La forteresse Europe

Cela ne relativise en rien leur engagement. Car l’émigration n’est pas qu’une affaire de chiffres (Plus de 30 000 migrants ont péri en Méditerranée depuis 2000), mais avant tout une question politique, économique et sociale. De fait, la plupart des films tunisiens consacrés à ce thème critiquent — ouvertement ou pas — un régime politique qui a échoué sur le plan du développement économique et s’avère incapable d’assurer une vie décente à des générations de jeunes Tunisiens. Et cette critique ne se limite pas au pays de départ, mais englobe également les pays d’arrivée avec la dénonciation du racisme et de la marginalisation, depuis les années 1960 et 1970 jusqu’à la forteresse européenne et ses politiques migratoires draconiennes.

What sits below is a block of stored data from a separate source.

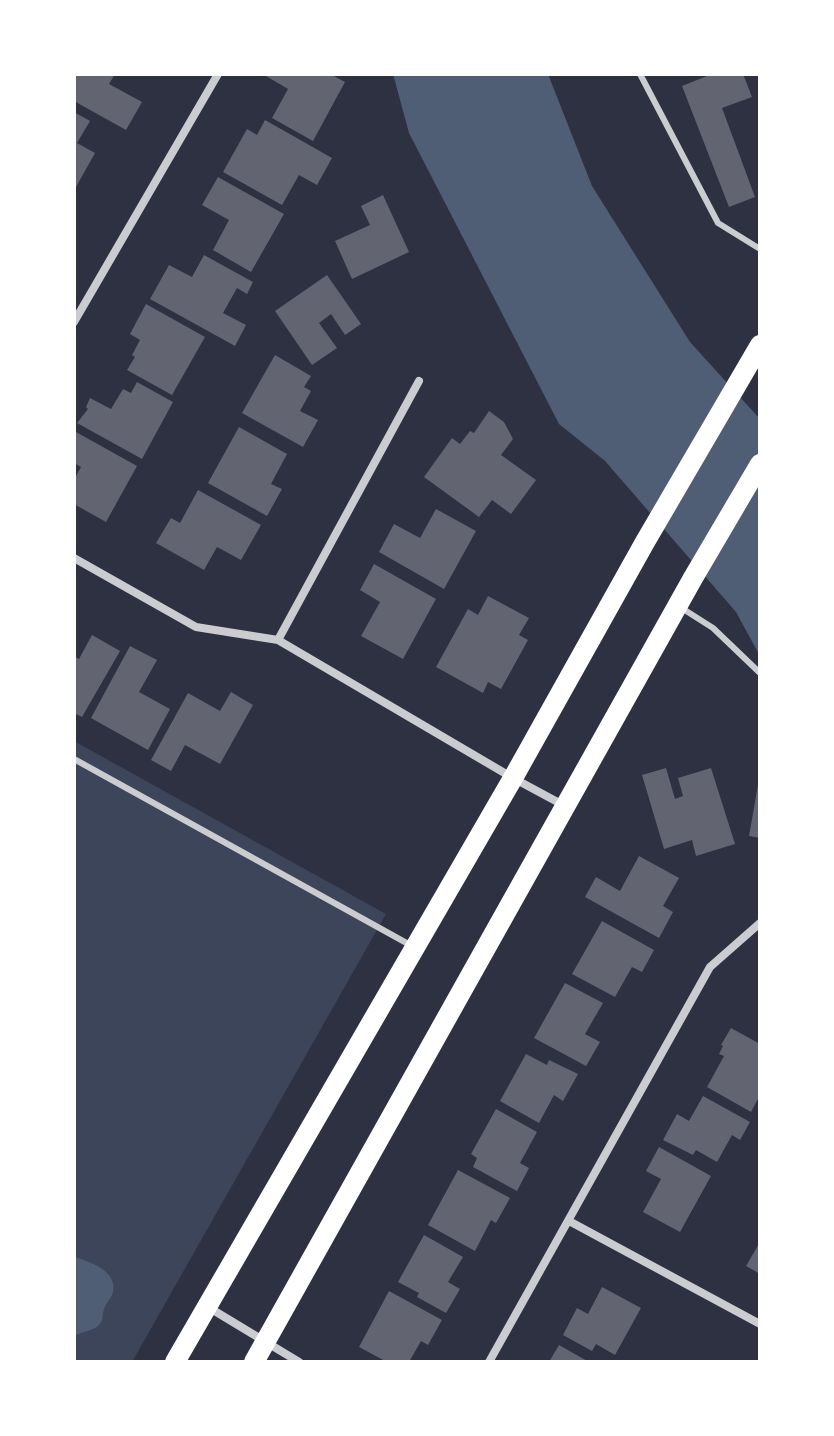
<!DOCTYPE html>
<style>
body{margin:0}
#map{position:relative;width:834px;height:1436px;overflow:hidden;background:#2d3142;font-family:Figtree,sans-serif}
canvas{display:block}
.frame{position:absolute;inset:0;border:76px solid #fff;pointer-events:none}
</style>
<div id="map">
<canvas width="834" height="1436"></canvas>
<div class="frame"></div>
</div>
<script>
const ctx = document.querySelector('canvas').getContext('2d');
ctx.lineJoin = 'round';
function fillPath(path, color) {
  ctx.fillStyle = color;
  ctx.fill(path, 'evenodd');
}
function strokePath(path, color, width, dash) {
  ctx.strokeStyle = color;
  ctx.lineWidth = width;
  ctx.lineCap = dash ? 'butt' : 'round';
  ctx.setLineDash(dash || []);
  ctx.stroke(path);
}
fillPath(new Path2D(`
 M74 741 386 914 132 1362H74Z`), '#3c4559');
fillPath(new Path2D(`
 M393 74H548L592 186 690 342 760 419V656L736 612 605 461 559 424 409 133Z
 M74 1257C89 1261 118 1271 113 1292 111 1299 106 1303 104 1309 102 1317 104 1321 97 1327 91 1331 81 1332 74 1336Z`), '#4f5d75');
fillPath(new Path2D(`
 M74 74H115L109 84 142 102 126 130 74 101Z
 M267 74H330L345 82 313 141 272 118 288 89 266 76Z
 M712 74H743L752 97 722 108 755 197 729 207 682 86Z
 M74 112 90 121 77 143 95 153 76 187 74 185Z
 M265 120 332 158 317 185 299 175 282 205 223 172 247 129 257 135Z
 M218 177 284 214 251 272 213 250 229 220 202 205Z
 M383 195 409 252 352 279 335 241 370 225 361 206Z
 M204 255 253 282 247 294 237 288 223 313 246 325 235 346 150 299 169 265 192 277Z
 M327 275 361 324 345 335 331 314 319 323 337 348 312 365 275 311Z
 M146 304 205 337 172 395 127 370 135 357 132 355 140 340 130 334Z
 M275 355 311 376 304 387 311 391 300 411 318 420 303 447 242 413Z
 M137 382 173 402 142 459 77 423 88 409 86 407 90 398 111 409 123 389 131 393Z
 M489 411 504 422 513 439 501 455 536 480 511 514 492 500 479 517 424 477 452 438 460 444 470 431 474 433Z
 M239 427 287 454 271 484 282 489 267 516 208 483Z
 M76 432 137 466 106 522 74 504V480L81 467 74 463V436Z
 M198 490 261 525 241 560 217 547 204 570 156 543 171 518 180 523Z
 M436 509 476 531 444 589 379 552 394 524 420 538Z
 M374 564 436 599 403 659 361 636 380 602 360 590Z
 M488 596 529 618 519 635 528 640 501 689 488 682 483 693 436 667 468 609 478 615Z
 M92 635 120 651 82 717 74 713V656L79 659Z
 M130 646 157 660 139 692 170 709 148 750 91 718Z
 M231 692 253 705 220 764 185 745 171 771 151 760 188 693 220 711Z
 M666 768 675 799 683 796 678 778 711 768 735 844 696 856 692 840 664 849 642 775Z
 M758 785H760V838L749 836Z
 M639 856 679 878 663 906 673 912 659 938 585 897 596 877 620 891Z
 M602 921 654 950 642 972 632 967 615 997 572 974Z
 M565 983 603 1003 585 1034 600 1042 586 1066 534 1038Z
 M731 1028 760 1044V1095L751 1112 707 1087 724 1056 719 1054 723 1046 721 1045Z
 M526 1054 547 1065 549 1060 578 1074 563 1101 554 1095 539 1123 500 1101Z
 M703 1096 750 1122 740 1140 732 1135 717 1162 696 1150 693 1155 663 1140 677 1114 689 1121Z
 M496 1109 537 1132 520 1163 529 1168 517 1191 473 1167 477 1158 471 1154Z
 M659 1147 711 1176 680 1232 643 1212 661 1179 646 1171Z
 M458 1170 510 1198 496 1223 491 1220 475 1251 428 1225Z
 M424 1235 463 1257 448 1282 460 1289 446 1313 417 1297 419 1293 398 1282Z
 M760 1242V1274L746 1266Z
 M602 1287 641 1308 615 1355 596 1344 592 1351 563 1335 577 1308 588 1314Z
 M389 1291 442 1320 428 1345 421 1341 409 1362H387L359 1347Z
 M559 1345 589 1362H549Z`), '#626471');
strokePath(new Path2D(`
 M640 74 718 223 760 249
 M680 607 713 628 760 673
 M74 759 412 946`), '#caccd0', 6);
strokePath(new Path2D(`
 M74 322 218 74
 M74 558 196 627 278 640 513 778 565 806
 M278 640 419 381
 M569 1221 760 1324
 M208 1307 299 1362
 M489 1362 710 967 760 923`), '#caccd0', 8);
strokePath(new Path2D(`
 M175 1362 513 778 645 542 760 345
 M254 1362 693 578 760 464`), '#fff', 20);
</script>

Walid Mattar, Vent du Nord (2018) — bande-annonce

Enfin, l’expérience personnelle des réalisateurs joue dans le choix de leurs sujets. L’écrasante majorité des réalisateurs tunisiens a en effet été formée dans des pays européens (France, Italie, Belgique), une grande partie d’entre eux y ont passé de longues années, certains s’y sont installés. Autrement dit, de nombreux cinéastes tunisiens ont eux-mêmes vécu l’expérience de l’immigration.

Déjà fortement présent dans le cinéma tunisien depuis plus de quatre décennies, ce sujet est certainement appelé à le rester dans les années à venir, puisque le nombre de migrants — légaux ou ayant « brûlé » — ne cesse d’augmenter. D’autant que de nombreux réalisateurs européens se sont également emparés de la thématique de la migration, sous des angles différents. Les productions des deux rives de la Méditerranée sur les questions migratoires peuvent ainsi aider à mieux comprendre la vision que « l’autre » a de « l’autre ».